___ Source data ___

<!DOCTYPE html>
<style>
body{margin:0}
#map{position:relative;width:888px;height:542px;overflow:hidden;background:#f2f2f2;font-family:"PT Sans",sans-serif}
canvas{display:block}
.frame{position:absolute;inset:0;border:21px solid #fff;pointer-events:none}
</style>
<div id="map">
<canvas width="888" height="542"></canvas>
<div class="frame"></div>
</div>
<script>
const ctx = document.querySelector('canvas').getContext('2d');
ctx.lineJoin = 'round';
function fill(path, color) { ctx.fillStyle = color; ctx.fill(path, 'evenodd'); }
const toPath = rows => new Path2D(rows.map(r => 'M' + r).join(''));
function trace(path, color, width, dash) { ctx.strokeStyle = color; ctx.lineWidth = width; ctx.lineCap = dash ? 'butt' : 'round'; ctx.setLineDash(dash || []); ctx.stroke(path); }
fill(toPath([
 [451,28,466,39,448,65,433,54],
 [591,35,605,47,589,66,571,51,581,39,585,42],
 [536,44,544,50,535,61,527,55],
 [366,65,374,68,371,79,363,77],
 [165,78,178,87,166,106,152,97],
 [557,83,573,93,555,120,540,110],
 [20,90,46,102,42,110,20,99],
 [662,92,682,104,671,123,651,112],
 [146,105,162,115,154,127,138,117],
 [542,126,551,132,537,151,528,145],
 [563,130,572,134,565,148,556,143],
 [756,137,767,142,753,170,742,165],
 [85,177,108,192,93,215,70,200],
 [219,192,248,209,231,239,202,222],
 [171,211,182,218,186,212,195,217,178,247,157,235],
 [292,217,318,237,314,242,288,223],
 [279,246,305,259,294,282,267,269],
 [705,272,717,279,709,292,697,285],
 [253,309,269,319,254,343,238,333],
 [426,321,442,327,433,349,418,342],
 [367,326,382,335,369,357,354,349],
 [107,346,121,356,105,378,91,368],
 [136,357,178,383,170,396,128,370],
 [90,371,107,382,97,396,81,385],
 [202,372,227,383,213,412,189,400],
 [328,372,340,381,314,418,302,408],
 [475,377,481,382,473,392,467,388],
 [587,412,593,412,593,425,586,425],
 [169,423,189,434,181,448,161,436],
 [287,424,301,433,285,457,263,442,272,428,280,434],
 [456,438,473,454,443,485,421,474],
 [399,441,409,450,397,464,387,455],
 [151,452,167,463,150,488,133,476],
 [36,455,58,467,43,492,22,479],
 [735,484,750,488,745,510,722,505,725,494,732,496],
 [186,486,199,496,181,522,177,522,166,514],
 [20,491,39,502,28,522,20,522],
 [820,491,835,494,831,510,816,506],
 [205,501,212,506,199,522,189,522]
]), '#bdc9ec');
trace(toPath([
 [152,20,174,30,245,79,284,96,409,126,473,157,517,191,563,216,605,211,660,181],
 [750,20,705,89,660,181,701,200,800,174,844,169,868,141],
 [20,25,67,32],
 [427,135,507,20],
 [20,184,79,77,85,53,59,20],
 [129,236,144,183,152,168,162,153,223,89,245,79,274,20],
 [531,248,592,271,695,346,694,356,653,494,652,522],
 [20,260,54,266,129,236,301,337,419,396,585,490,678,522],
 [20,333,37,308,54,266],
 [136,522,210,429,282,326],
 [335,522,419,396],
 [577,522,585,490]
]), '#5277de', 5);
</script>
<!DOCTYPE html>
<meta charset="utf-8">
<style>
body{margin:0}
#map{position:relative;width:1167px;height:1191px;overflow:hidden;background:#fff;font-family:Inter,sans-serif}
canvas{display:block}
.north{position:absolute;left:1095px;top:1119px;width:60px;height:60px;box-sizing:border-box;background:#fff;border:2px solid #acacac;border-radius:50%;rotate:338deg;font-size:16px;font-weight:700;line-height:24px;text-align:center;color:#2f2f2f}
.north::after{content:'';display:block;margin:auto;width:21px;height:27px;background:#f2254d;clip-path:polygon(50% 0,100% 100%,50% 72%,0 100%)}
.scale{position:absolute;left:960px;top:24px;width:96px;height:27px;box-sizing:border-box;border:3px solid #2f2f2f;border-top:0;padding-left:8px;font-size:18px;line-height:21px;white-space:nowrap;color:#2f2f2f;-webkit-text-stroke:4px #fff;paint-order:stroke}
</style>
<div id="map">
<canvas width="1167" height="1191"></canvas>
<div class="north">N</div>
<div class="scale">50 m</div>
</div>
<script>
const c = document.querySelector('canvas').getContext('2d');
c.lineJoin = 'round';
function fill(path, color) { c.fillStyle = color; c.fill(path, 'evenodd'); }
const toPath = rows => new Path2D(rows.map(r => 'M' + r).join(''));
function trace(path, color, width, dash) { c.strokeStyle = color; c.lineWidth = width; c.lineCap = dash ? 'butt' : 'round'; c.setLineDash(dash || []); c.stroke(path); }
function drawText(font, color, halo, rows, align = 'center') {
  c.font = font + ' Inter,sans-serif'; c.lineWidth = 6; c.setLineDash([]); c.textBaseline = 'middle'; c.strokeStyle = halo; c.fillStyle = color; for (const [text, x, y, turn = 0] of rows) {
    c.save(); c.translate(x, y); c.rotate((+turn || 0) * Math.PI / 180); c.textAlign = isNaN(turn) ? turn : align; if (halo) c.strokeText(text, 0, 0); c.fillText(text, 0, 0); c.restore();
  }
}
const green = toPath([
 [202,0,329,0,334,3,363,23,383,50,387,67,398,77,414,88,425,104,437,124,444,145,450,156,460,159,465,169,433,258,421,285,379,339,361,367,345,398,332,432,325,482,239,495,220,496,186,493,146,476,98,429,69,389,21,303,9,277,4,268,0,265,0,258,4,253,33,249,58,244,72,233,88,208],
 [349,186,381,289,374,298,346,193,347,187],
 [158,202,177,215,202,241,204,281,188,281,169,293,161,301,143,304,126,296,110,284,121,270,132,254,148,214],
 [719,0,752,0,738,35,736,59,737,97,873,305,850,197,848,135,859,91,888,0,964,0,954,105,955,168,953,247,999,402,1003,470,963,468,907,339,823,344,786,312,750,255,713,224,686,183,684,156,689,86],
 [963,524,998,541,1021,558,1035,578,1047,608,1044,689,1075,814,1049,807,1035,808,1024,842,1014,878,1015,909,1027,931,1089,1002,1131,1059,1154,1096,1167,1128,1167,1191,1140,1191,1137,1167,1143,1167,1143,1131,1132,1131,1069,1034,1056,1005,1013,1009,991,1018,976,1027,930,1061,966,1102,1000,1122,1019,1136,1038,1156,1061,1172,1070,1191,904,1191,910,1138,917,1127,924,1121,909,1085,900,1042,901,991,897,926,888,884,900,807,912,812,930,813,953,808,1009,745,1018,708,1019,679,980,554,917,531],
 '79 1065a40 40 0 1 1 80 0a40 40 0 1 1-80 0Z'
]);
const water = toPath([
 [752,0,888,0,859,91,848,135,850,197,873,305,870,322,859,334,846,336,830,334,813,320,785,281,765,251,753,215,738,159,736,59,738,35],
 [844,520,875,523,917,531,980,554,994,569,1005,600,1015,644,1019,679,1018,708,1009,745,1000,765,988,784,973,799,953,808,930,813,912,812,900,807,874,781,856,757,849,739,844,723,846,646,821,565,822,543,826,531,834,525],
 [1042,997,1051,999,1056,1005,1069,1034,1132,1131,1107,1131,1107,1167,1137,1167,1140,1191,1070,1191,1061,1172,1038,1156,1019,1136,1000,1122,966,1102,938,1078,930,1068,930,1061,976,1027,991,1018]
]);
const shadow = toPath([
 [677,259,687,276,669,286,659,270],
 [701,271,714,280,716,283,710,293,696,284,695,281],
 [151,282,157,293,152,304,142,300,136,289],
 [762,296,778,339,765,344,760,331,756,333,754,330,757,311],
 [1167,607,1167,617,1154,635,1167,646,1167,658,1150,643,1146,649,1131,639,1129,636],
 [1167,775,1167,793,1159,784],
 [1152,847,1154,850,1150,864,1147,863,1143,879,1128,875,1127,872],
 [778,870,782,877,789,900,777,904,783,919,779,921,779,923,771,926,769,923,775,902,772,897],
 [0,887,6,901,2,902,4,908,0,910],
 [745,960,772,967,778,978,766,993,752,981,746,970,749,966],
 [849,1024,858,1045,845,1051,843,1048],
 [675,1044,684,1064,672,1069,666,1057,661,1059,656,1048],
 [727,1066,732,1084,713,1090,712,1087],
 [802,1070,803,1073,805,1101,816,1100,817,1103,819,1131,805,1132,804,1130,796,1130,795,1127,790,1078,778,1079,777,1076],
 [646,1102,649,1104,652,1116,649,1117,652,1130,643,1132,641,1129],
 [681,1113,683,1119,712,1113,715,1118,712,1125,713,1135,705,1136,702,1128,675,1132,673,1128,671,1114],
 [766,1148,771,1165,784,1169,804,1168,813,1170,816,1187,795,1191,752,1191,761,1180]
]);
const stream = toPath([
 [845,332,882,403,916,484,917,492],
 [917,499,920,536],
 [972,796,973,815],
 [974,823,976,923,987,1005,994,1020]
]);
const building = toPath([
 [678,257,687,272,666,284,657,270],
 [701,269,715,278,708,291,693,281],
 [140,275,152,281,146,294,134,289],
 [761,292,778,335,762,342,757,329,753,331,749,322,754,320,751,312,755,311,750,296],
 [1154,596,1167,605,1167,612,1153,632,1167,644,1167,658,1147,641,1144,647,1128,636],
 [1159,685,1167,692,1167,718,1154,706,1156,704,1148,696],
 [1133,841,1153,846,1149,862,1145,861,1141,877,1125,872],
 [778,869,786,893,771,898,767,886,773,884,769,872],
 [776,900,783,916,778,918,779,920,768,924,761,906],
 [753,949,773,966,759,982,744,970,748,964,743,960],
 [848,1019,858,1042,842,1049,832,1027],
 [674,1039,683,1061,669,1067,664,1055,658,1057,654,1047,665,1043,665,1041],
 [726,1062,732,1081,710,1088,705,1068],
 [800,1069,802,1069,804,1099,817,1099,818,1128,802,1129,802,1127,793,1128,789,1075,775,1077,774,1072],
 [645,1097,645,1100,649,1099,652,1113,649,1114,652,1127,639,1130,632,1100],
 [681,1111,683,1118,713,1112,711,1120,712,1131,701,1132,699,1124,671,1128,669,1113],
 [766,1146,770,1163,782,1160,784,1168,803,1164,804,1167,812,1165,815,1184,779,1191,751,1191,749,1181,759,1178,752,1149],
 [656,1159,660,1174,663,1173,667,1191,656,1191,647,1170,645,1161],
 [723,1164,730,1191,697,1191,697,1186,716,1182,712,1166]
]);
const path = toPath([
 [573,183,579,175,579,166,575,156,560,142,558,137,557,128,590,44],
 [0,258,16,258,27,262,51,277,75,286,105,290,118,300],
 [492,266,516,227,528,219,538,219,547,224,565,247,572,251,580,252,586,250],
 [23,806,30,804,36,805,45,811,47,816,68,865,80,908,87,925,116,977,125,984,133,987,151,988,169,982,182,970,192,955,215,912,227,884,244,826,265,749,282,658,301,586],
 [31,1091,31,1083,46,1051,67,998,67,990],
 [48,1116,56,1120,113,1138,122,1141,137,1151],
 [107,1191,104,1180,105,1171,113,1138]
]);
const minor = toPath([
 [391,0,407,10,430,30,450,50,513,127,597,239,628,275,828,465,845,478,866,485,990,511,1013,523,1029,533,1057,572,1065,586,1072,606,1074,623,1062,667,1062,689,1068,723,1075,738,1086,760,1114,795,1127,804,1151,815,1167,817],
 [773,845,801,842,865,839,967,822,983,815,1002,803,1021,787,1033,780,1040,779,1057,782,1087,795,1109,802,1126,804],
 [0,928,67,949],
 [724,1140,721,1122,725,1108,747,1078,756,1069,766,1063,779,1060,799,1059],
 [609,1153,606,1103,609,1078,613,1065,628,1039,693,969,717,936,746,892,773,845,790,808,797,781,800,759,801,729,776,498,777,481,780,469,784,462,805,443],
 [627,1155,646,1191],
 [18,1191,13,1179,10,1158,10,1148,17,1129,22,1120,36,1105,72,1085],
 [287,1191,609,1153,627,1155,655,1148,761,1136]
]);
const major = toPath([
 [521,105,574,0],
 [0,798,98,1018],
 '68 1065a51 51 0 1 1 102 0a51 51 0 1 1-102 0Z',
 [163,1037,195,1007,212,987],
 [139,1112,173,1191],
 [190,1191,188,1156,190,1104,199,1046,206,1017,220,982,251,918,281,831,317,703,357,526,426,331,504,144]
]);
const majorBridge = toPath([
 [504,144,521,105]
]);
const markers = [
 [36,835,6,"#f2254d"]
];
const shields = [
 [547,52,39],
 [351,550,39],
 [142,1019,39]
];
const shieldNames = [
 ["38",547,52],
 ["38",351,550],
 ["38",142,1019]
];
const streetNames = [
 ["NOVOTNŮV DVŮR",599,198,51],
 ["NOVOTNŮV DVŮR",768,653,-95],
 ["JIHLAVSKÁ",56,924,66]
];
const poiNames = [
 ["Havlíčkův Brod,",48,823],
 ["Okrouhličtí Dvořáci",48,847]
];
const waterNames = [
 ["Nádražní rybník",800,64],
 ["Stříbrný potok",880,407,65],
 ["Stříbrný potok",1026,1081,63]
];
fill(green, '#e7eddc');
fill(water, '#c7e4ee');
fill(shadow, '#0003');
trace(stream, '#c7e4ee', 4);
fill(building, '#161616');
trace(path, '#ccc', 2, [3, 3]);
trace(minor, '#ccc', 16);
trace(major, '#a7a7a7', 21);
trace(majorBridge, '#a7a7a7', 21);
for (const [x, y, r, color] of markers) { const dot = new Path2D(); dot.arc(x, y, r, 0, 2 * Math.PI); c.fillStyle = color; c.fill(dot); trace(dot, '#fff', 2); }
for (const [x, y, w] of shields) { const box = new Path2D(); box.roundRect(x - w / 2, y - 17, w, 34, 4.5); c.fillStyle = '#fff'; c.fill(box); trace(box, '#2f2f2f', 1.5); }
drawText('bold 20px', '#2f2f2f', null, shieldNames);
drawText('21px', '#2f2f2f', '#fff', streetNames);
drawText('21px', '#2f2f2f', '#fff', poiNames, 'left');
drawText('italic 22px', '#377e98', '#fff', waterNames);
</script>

___

● **Task directions**:
Only the lines containing the word "getContext" should be returned from the data above.

● **Exercise result**:
const ctx = document.querySelector('canvas').getContext('2d');
const c = document.querySelector('canvas').getContext('2d');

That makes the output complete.